The HLA-B*58:01 allele is a risk factor for AIHS [8]. HLA-B*58:01 is present in about 20% of certain Asian populations. HLA-B*58:01 was found in more than 90% of patients of Han Chinese with AIHS [9]. The HLA-B*58:01 allele had 95.20% sensitivity and 100% specificity for diagnosing allopurinol-related cutaneous adverse drug reactions (CADR) [10]. This strong association has also been reported in other studies [11, 12]. Hence, routine testing of patients with hyperuricemia for HLA-B*58:01 could successfully reduce the occurrence of AIHS in Han Chinese populations.
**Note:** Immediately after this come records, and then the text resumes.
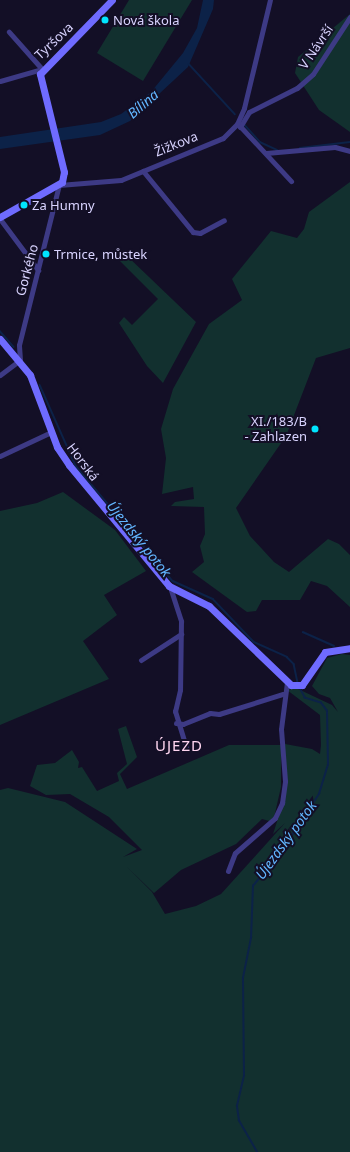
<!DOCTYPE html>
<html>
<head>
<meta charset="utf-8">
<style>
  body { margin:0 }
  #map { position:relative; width:350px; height:1152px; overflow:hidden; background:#130f26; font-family:"Noto Sans",sans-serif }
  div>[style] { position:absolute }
  .green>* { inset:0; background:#12302f }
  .water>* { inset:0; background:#0c2248 }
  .stream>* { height:1.5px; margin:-0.75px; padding:0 0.75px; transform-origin:0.75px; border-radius:0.75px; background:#0c2248 }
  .street>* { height:5px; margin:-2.5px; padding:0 2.5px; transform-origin:2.5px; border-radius:2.5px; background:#3d3a85 }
  .secondary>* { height:7px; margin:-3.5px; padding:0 3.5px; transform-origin:3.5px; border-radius:3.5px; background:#6f6bff }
  .dots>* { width:11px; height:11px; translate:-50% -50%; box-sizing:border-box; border:2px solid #130f26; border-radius:50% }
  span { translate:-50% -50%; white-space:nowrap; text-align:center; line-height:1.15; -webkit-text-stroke:4px #130f26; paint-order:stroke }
  .poi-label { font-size:13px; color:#d9d4ff }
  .left { translate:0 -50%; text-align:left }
  .right { translate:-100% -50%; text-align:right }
  .street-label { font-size:13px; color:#d9d4ff }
  .water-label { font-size:14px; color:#62b6ff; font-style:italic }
  .quarter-label { font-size:15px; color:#ffd6f0; letter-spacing:1px }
</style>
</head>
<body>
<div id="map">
  <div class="green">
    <i style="clip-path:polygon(129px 0,192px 0,143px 81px,97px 53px)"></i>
    <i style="clip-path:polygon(350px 14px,350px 132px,319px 110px,295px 73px,298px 57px)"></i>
    <i style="clip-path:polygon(350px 182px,350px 348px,316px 358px,286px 436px,236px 508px,250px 536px,274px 562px,289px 572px,328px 539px,339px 544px,350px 555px,350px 607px,327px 586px,311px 581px,300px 600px,262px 600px,256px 611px,247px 612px,192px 572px,204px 562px,200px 546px,205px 534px,204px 507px,171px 506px,175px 502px,194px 499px,193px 487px,162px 494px,166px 458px,161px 429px,173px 389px,209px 324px,242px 300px,232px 279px,271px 231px,297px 238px,304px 229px,309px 212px)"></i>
    <i style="clip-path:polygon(125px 254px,196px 322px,163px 383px,147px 366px,119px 323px,124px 317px,132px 325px,158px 299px,119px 260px)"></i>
    <i style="clip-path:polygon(63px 492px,115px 530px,146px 571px,104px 595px,117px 615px,83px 641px,109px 679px,0 725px,0 511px,37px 503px)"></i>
    <i style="clip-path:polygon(342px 654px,350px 655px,350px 1152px,0 1152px,0 790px,8px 788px,65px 802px,137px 849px,123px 857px,142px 850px,109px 817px,70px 794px,46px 795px,30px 786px,37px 765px,55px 763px,72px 750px,79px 762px,78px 768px,82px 767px,97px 791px,119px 781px,117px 773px,127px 764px,118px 729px,126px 726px,137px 757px,120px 774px,127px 789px,229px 745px,281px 745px,281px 787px,273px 822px,262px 819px,236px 844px,181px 870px,154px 893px,127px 867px,152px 892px,165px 914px,196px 906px,221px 894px,285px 823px,273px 834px,284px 800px,285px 744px,312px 749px,320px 754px,321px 745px,320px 715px,287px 690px,296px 688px,332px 705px,338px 712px,330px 698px,319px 694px,312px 686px,327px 658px)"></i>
  </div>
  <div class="water">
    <i style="clip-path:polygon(203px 0,214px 0,213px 9px,188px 67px,130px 121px,100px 135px,0 149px,0 137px,101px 122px,121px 114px,151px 92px,183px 53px,197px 28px)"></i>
  </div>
  <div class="stream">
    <i style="left:189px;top:64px;width:68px;rotate:47.4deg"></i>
    <i style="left:244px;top:124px;width:24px;rotate:48deg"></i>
    <i style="left:260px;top:142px;width:19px;rotate:25deg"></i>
    <i style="left:300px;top:148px;width:50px;rotate:-6.8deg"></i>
    <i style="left:0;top:331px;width:21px;rotate:49deg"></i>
    <i style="left:40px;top:385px;width:89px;rotate:66deg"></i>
    <i style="left:76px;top:466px;width:150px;rotate:49.9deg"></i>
    <i style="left:173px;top:581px;width:44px;rotate:24.2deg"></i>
    <i style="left:213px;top:599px;width:59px;rotate:46.4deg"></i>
    <i style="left:254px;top:642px;width:36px;rotate:24deg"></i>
    <i style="left:287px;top:657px;width:10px;rotate:45deg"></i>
    <i style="left:294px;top:664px;width:19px;rotate:78deg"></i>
    <i style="left:303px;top:632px;width:34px;rotate:24deg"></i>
    <i style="left:257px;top:1152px;width:36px;rotate:-120deg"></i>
    <i style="left:239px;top:1121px;width:15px;rotate:-98deg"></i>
    <i style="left:237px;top:1106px;width:31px;rotate:-77deg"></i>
    <i style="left:244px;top:1076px;width:98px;rotate:-90.6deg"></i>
    <i style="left:243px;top:978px;width:41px;rotate:-78.7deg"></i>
    <i style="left:251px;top:938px;width:52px;rotate:-87.8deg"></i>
    <i style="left:253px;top:886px;width:48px;rotate:-51deg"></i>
    <i style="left:283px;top:849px;width:66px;rotate:-56.8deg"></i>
    <i style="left:319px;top:794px;width:30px;rotate:-73deg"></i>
    <i style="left:328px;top:765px;width:54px;rotate:-91.1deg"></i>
    <i style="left:327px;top:711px;width:10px;rotate:-127deg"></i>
    <i style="left:321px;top:703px;width:17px;rotate:-163deg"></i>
    <i style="left:305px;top:698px;width:13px;rotate:-119deg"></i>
  </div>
  <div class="street">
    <i style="left:0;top:81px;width:44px;rotate:-15.9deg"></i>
    <i style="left:42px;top:69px;width:50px;rotate:-131.7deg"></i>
    <i style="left:238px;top:124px;width:78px;rotate:47.1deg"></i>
    <i style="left:240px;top:127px;width:17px;rotate:-59deg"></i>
    <i style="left:249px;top:112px;width:54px;rotate:-26.6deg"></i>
    <i style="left:297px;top:88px;width:21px;rotate:-41deg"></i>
    <i style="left:313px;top:74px;width:68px;rotate:-57deg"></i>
    <i style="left:266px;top:153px;width:69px;rotate:-5deg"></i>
    <i style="left:335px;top:147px;width:16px;rotate:15deg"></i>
    <i style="left:143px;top:171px;width:79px;rotate:50.7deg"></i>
    <i style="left:193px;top:232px;width:7px;rotate:8deg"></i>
    <i style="left:200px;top:233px;width:27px;rotate:-28deg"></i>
    <i style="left:0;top:219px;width:64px;rotate:53.3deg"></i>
    <i style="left:0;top:375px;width:25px;rotate:-37deg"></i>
    <i style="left:20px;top:360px;width:15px;rotate:-94deg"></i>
    <i style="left:19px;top:345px;width:165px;rotate:-76deg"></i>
    <i style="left:59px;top:185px;width:62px;rotate:-4.6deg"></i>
    <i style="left:121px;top:180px;width:110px;rotate:-22.4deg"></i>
    <i style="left:223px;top:138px;width:20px;rotate:-45deg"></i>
    <i style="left:237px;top:124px;width:17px;rotate:-66deg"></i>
    <i style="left:244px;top:108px;width:111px;rotate:-76.5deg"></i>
    <i style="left:0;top:456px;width:56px;rotate:-25.2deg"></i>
    <i style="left:170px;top:587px;width:36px;rotate:72deg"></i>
    <i style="left:181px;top:621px;width:69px;rotate:90.8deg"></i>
    <i style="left:180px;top:690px;width:22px;rotate:103deg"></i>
    <i style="left:175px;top:711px;width:38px;rotate:73deg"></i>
    <i style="left:141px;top:660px;width:48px;rotate:-33deg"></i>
    <i style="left:176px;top:723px;width:7px;rotate:8deg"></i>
    <i style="left:183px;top:724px;width:29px;rotate:-22deg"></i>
    <i style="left:210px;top:713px;width:9px;rotate:6deg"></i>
    <i style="left:219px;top:714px;width:67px;rotate:-17.4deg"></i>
    <i style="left:228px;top:871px;width:19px;rotate:-69deg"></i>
    <i style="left:235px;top:853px;width:53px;rotate:-41.2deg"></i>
    <i style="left:275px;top:818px;width:17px;rotate:-65deg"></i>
    <i style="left:282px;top:803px;width:22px;rotate:-82deg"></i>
    <i style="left:285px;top:781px;width:52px;rotate:-94.4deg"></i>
    <i style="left:281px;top:729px;width:47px;rotate:-82.7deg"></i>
  </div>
  <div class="secondary">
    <i style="left:0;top:217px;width:71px;rotate:-29.4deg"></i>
    <i style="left:62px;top:182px;width:10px;rotate:-79deg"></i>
    <i style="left:64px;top:172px;width:101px;rotate:-103.8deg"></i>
    <i style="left:40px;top:74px;width:103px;rotate:-45.8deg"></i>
    <i style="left:0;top:339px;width:47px;rotate:50.2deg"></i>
    <i style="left:30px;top:375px;width:77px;rotate:69.4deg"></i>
    <i style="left:57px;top:447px;width:22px;rotate:56deg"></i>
    <i style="left:69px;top:465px;width:157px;rotate:50.4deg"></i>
    <i style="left:169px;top:586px;width:45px;rotate:26.6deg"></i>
    <i style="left:209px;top:606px;width:114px;rotate:43.9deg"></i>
    <i style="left:291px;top:685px;width:11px"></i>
    <i style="left:302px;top:685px;width:40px;rotate:-55.1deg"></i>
    <i style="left:325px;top:652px;width:25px;rotate:-9deg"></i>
  </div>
  <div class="dots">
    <i style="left:105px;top:20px;background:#00e5ff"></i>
    <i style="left:24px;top:205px;background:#00e5ff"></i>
    <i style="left:46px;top:254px;background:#00e5ff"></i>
    <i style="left:315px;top:429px;background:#00e5ff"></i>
  </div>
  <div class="poi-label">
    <span class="left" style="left:113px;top:20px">Nová škola</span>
    <span class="left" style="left:32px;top:205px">Za Humny</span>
    <span class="left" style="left:54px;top:254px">Trmice, můstek</span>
    <span class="right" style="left:307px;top:429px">XI./183/B<br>- Zahlazen</span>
  </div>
  <div class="street-label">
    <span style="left:54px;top:41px;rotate:-43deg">Tyršova</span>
    <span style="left:316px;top:47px;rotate:-56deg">V Návrší</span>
    <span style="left:176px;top:144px;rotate:-22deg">Žižkova</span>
    <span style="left:27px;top:270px;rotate:-75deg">Gorkého</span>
    <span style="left:83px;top:462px;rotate:53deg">Horská</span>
  </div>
  <div class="water-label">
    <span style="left:143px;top:104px;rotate:-40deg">Bílina</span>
    <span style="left:139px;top:539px;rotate:51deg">Újezdský potok</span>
    <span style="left:286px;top:840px;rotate:-54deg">Újezdský potok</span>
  </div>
  <div class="quarter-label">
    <span style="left:179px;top:746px">ÚJEZD</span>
  </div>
</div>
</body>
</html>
In conclusion, our findings are compatible with a relationship between AIHS and painless thyroiditis. These findings also need to be confirmed by thorough retrospective analysis of patient cases with AIHS and painless thyroiditis. Clinicians who prescribe allopurinol should be aware of its potential risk for AIHS, especially in patients with the HLA-B*5801 allele. In addition, we would like to emphasize that careful long-term follow-up including thyroid hormone tests should be carried out in patients with DIHS/DRESS.
Conflict of interest
The authors declare no conflict of interest.